We base the PHP SDO implmentation on the Tuscany C++ SDO implementation
so I've just posted to the Tuscany list (will appear here
http://www.mail-archive.com/tuscany-dev%40ws.apache.org/index.html at
some point) to work out why this is. If it's just missing by mistake
I'll propose a patch.

Regards

Simon

cdouglas

unread,
Oct 26, 2006, 8:27:57 AM10/26/06
to phpsoa
Thank you very much. Almost all of the data I am needing to maipulate
is in CDATA tags, so if this can be resolved that would be great.
Otherwise I am going to have to learn java and use xmlbeans like our
other developer uses, and I would rather not.

gcha...@googlemail.com

unread,
Oct 30, 2006, 12:00:33 PM10/30/06
to phpsoa
Just to hopefully add a little more weight to this requirement. I have
been looking at using SDO to parse Atom Syndication Format messages. I
have encountered a number of examples that use CDATA to escape embedded
html. I would therefore also like to see CDATA support added to SDO.

Simon Laws

unread,
Oct 31, 2006, 3:20:05 AM10/31/06
to php...@googlegroups.com

simon...@googlemail.com

unread,
Nov 3, 2006, 9:47:05 AM11/3/06
to phpsoa
An update. I posted a question to Tuscany about how to handle CDATA but
didn't get any response. I've investigated the problem a bit more.
There are a number of options for representing CDATA in SDO, for
example

1) Duplicate the CDATA string as is, including the "<![CDATA[" and
"]]>" markers, to the appropriate property in the data object hiearchy
2) Duplicate the CDATA string excluding the "<![CDATA[" and "]]>"
markers and instigate a special flag to indicate that CDATA is present.

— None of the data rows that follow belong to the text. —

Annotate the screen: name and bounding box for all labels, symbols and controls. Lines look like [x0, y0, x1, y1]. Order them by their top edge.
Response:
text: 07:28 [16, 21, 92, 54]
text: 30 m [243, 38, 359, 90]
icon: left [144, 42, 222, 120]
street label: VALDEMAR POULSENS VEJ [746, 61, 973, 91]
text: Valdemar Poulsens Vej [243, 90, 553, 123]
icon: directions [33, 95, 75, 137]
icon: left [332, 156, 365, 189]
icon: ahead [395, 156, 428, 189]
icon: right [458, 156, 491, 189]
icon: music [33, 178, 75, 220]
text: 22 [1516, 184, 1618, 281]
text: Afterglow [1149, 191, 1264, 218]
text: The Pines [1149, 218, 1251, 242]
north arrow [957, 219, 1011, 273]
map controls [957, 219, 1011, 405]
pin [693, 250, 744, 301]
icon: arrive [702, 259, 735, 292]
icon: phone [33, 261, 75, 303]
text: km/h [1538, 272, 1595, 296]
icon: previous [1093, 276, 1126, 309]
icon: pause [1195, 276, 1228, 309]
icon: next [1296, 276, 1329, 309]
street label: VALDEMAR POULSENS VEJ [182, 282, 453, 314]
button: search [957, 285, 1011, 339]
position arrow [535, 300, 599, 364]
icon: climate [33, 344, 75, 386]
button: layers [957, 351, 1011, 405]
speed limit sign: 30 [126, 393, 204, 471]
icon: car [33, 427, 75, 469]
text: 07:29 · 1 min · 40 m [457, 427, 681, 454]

CDATA is the specific concern of XML, i.e. the chracter entities that
CDATA protects an XML parser from are of noconcern to SDO because SDO
is not intended to be tied directly to XML. So given the example
options above we either expose the specifics of XML to the SDO core 2)
or to the SDO user 1).

Neither are particularly attractive.

1) appears to be the simplest approach to implement because it provides
a mechanism for the user to read, and
create CDATA without having to provide much special support in SDO. 2)
is more involved particularly because
CDATA can appear mixed in with other text strings and so a sequence may
need to be used to represent properties
that have a mixture of text and CDATA marking those sequences entries
that are CDATA.

1) does require changes (at least in C++ SDO) because XML parsers tend
to be too helpful in this case for processing CDATA. XML parsers,
libxml2 in particular, recognize the "<![CDATA[" and "]]>" sequence as
a special indicator and throw it away returning just the text it
includes. We would have to reintroduce it and store it in the parameter
value in question. The C++ SDO implementation uses a lot of XML string
handling before the parameter value is actually stored which URL
encodes parts of the CDATA markers so this would have to be fixed. When
writing out the CDATA strings any string typed properties would have to
be scanned for the markers so that the appropriate libxml2 functions
can be called to get the CDATA sections in the right place.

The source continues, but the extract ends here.